Twenty-six Meta employees have filed a federal lawsuit alleging the tech giant used artificial intelligence systems to identify workers for mass layoffs — and that those systems disproportionately targeted employees who'd taken maternity leave, medical leave, or disability accommodation.
The suit, filed Monday in federal court in the northern district of California, centres on Meta's workforce reduction of about 8,000 employees earlier this year. Meta is the parent company of Facebook, Instagram and WhatsApp.
How the AI System Worked
The 71-page complaint alleges Meta deployed what it calls a "constellation of internal artificial intelligence systems" — including AI performance ratings and keystroke- and activity-monitoring data — to determine who'd be let go. "Meta did not assemble the termination list through the considered judgment of managers who knew the work," the suit says. Instead, the 26 workers claim, the company used AI systems "to score, rank and select employees for inclusion on the list."
The lawsuit says Meta's AI tools gathered data on employees' performance rankings, productivity and other metrics. But those inputs don't exist when workers are on medical or family leave. For people with disabilities, those metrics might be reduced. "The result was that employees who took protected leaves were disproportionately selected for layoff, based on scoring that not only failed to account for their protected leaves, but in effect penalized the employees for exercising their legal rights to these leaves," the complaint says.
One plaintiff is a scientist who was on approved pre-birth pregnancy leave and was notified of her layoff just two days before she gave birth. Another is an engineer who said he received a "lowered rating" because of time he took off for an injury. A third, a manager on medical leave, said he was let go 16 days into his time off.
A Meta spokesperson disputed the allegations. "These claims lack merit and are not based on facts," he said in an email. "Workforce management and organizational decisions were and are made by people, not AI."
The Monitoring Program
Meta introduced its AI employee-monitoring program earlier this year. It was designed to capture workers' keystrokes, mouse activity, browser history, along with messages, emails and location data on company devices. Mark Zuckerberg, Meta's CEO, said the idea was to train the company's AI systems on its employees' behaviours. "The AI models learn from watching really smart people do things," Zuckerberg said in an internal meeting, according to the Information. "The average intelligence of the people who are at this company is significantly higher than the average set of people that you can get to do tasks."
The lawsuit says Meta quietly launched the monitoring program without employee buy-in. Meta told employees about it through a "low-visibility internal post – made by an engineer rather than a senior leader," the complaint says. "On at least some teams, employees received no consent or acknowledgment prompt at all, and, at least initially, there was no way to opt out."

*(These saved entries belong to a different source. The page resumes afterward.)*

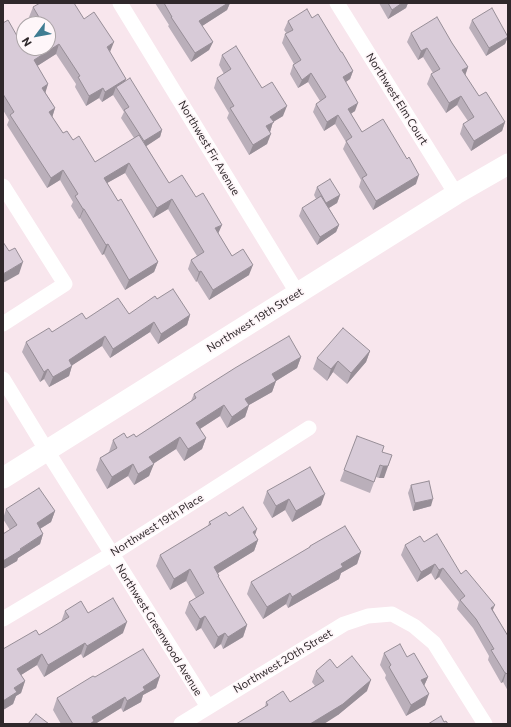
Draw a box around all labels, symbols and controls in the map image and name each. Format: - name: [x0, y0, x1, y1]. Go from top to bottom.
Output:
- north arrow: [16, 16, 56, 56]
- text: N: [19, 35, 34, 49]
- street label: Northwest Elm Court: [363, 50, 431, 148]
- street label: Northwest Fir Avenue: [175, 98, 243, 198]
- street label: Northwest 19th Street: [204, 285, 306, 355]
- street label: Northwest 19th Place: [108, 491, 206, 559]
- street label: Northwest Greenwood Avenue: [113, 562, 205, 698]
- street label: Northwest 20th Street: [231, 626, 335, 696]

Employee backlash quickly racked up over the last few months, prompting Zuckerberg to announce that he was pausing the program in June. His about-face came after more than 1,600 employees signed a petition saying the program violated their privacy.
What the Workers Are Asking For
The plaintiffs are seeking a preliminary court ruling to stop Meta from finalizing the layoffs while they pursue their claims, along with relief that could include reinstatement, back pay, lost equity, benefits and other damages.
In Monday's suit, lawyers for the plaintiffs asked the court to immediately approve an independent audit into Meta's AI tools. They say it would provide clarification into why the 26 workers, who were on leave or approved for disability accommodation, were let go. "Meta deliberately kept the mechanics of its selection process secret from its employees," the lawyers said in an emailed statement.
The plaintiffs are still Meta employees until 22 July, when their termination is set to begin, according to the lawyers. Citing retaliation concerns, the attorneys are asking the judge to allow the plaintiffs to remain anonymous and for a court-order to preserve the workers' employment status while arbitration is pending.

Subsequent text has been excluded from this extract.